Life on a Rogue Planet
Planets with no host stars wouldn’t be very hospitable, but life might still find a way to hang in
A “rogue” exoplanet with the preliminary name PSO J318.5-22 has been detected by a group of astronomers led by Michael Liu from the University of Hawaii at Manoa. By “rogue planet,” astronomers mean one that has no host star – it wanders alone through galactic space.
This particular world is a Jupiter-type gas giant, located about 80 light years from Earth in a collection of young (less than 50 million years old) stars in the Beta Pictoris moving group. With only about six times the mass of Jupiter, PSO J318.5-22 is one of the least massive rogue planets detected so far. It’s a sub-brown dwarf, even less massive than a brown dwarf (a gas giant that failed to become a star).
Radiation levels within this type of planet are very high, with a seamless transition from gas to liquid in the deep atmosphere. Convection would move any organic compounds at the surface down into the interior, where they would encounter extreme temperatures and pressures. Thus, life within a gas giant like PSO J318.5-22 has to be considered extremely unlikely. But the rogue planet could be accompanied by a large moon, whose subsurface could be a potential abode of life.
The discovery gives credence to the notion that rogue planets might be very common. By some estimates, there could be as many as 100,000 of these nomads for each star in our galaxy!
According to current theories about solar system formation, small, rocky planets sometimes come close to very large planets in the chaotic early stages before their orbits stabilize. Such close encounters could potentially hurl the smaller planets out of the solar system entirely, leaving them to wander the galaxy as nomads. In fact, the Mars-size object that collided or had a near-collision with the early Earth (resulting in our unusually large Moon) is thought to have become a rogue planet.
Any planet bumped in this way from its original solar system might be very Earthlike, and life could already have taken hold.

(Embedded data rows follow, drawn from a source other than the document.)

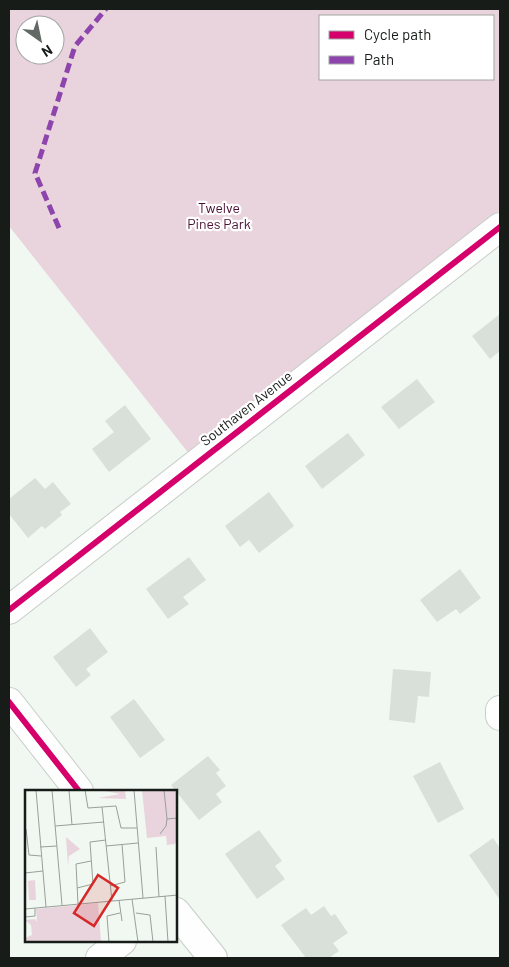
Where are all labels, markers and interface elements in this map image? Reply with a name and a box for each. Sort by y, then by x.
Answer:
north arrow [15,15,65,65]
legend [319,15,494,80]
text: Cycle path [364,25,431,43]
text: N [39,42,56,61]
text: Path [364,50,394,68]
park label: Twelve Pines Park [187,199,251,232]
street label: Southaven Avenue [197,367,295,449]
inset map [25,790,178,942]

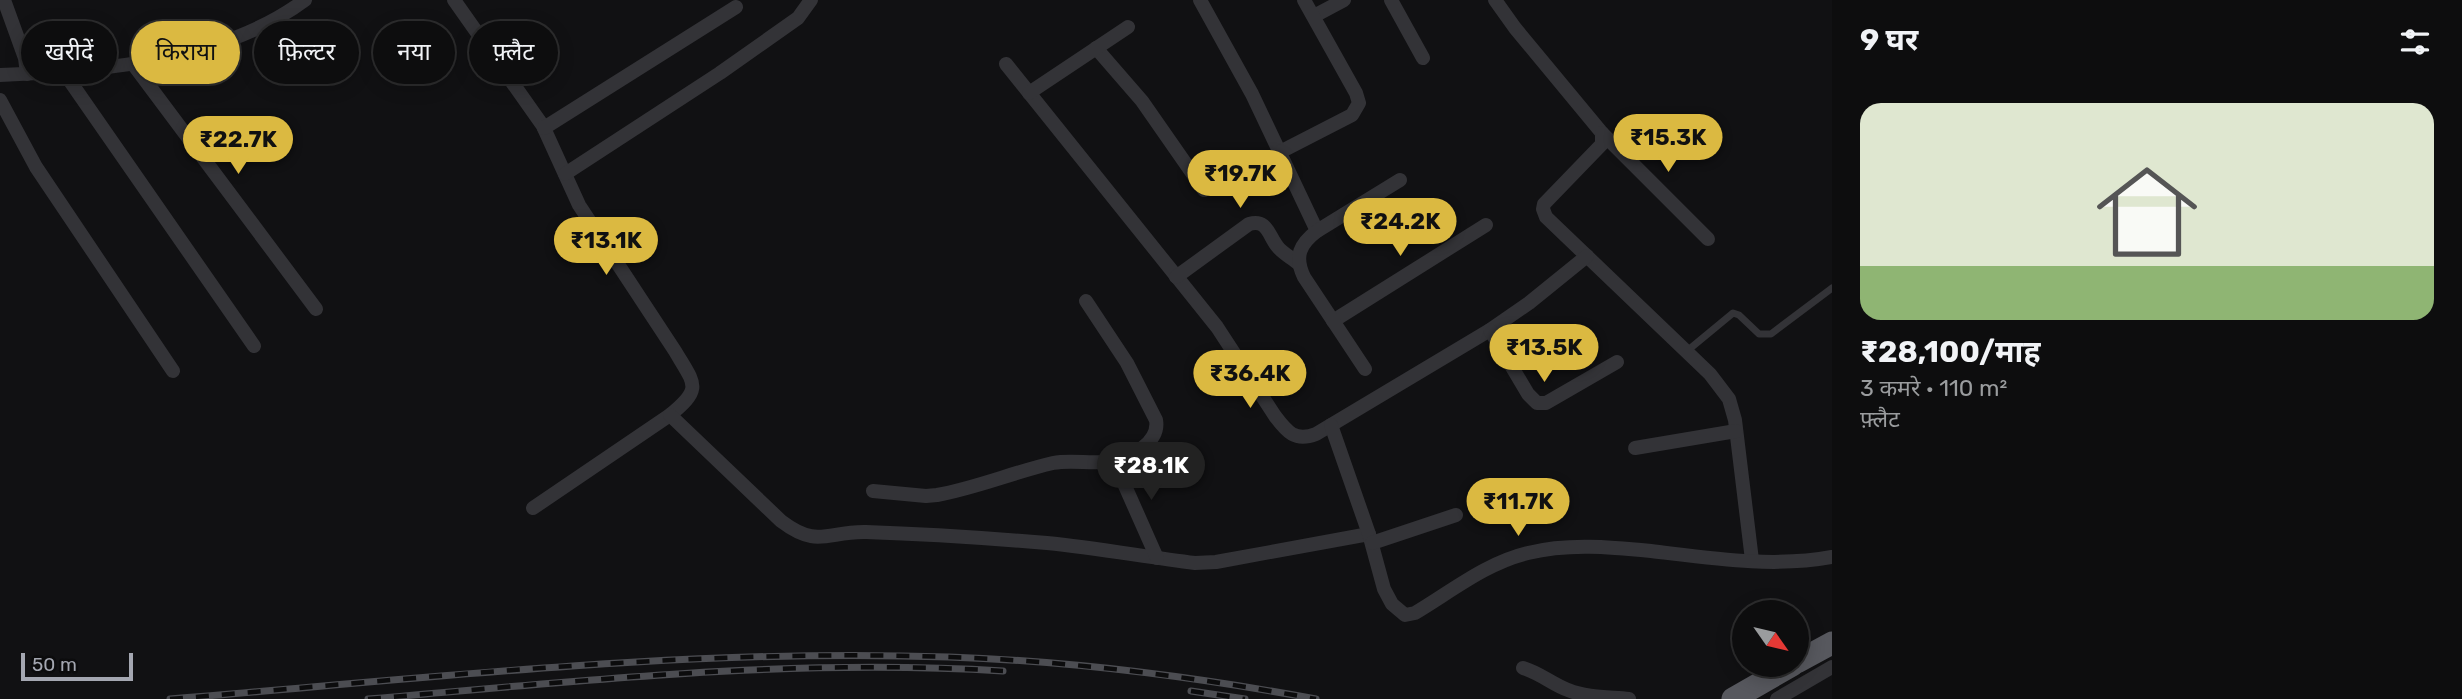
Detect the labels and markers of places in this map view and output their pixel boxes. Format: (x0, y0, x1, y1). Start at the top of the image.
pin: ₹15.3K (1611, 114, 1725, 174)
pin: ₹22.7K (181, 116, 295, 176)
pin: ₹19.7K (1183, 150, 1297, 210)
pin: ₹24.2K (1343, 198, 1457, 258)
pin: ₹13.1K (549, 218, 663, 277)
pin: ₹13.5K (1487, 324, 1601, 384)
pin: ₹36.4K (1193, 350, 1307, 410)
pin: ₹28.1K (1094, 442, 1208, 502)
pin: ₹11.7K (1461, 478, 1575, 538)

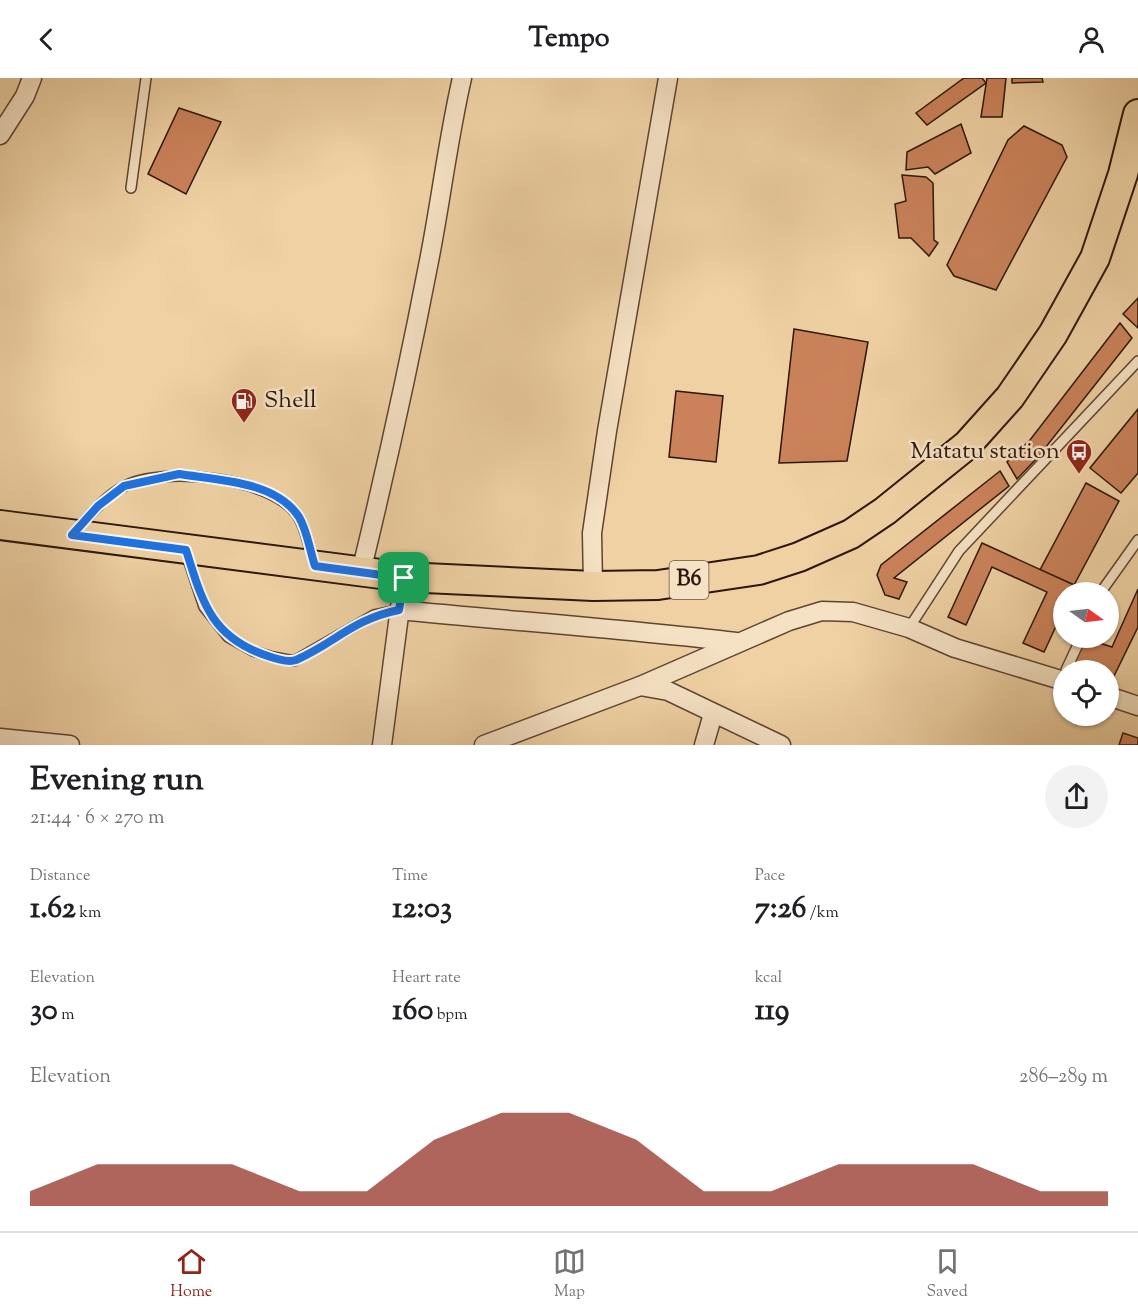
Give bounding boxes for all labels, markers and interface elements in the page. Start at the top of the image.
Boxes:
text: Tempo [529,20,610,59]
icon: back [30,23,63,56]
icon: person [1075,23,1108,56]
place label: Shell [264,384,317,418]
fuel station icon: Shell [229,386,259,424]
place label: Matatu station [910,435,1060,469]
bus stop icon: Matatu station [1064,437,1094,475]
pin [378,552,429,603]
icon: arrive [387,561,420,594]
road number: B6 [670,561,708,599]
north arrow [1053,582,1119,648]
map controls [1053,582,1119,726]
button: locate [1053,660,1119,726]
text: Evening run [30,757,204,805]
button: share [1045,765,1108,828]
text: 21:44 · 6 × 270 m [30,804,164,833]
text: Distance [30,865,90,888]
text: Time [392,865,428,888]
text: Pace [755,865,785,888]
text: 1.62 [30,888,76,931]
text: 12:03 [392,888,452,931]
text: 7:26 [755,888,806,931]
text: km [76,902,101,925]
text: /km [806,902,839,925]
text: Elevation [30,967,95,990]
text: Heart rate [392,967,461,990]
text: kcal [755,967,782,990]
text: 30 [30,990,58,1033]
text: 160 [392,990,433,1033]
text: 119 [755,990,789,1033]
text: m [58,1004,74,1027]
text: bpm [433,1004,467,1027]
text: Elevation [30,1063,111,1092]
text: 286–289 m [1019,1063,1108,1092]
tab: Home [170,1245,212,1304]
tab: Map [553,1245,586,1304]
tab: Saved [927,1245,968,1304]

Once ejected, the atmosphere would freeze to the surface. However, heat from radioactivity in the core could provide enough energy to keep an ocean of water beneath the icy surface. And it’s distinctly possible that unicellular life and even subsurface life at hydrothermal vents could develop on this kind of “Steppenwolf planet.”
Under certain conditions, an ice layer might not even be necessary. A thick atmosphere of molecular hydrogen could provide enough pressure and insulation to keep liquid water on the surface, if the atmosphere had 100 to 10,000 times the pressure of Earth’s and the planet was ejected quickly. In that case, once again, the planet might retain primitive forms of life.
Thus, even if a planet loses its star, it doesn’t mean necessarily that it loses its inhabitants. Life can find many ways to persist.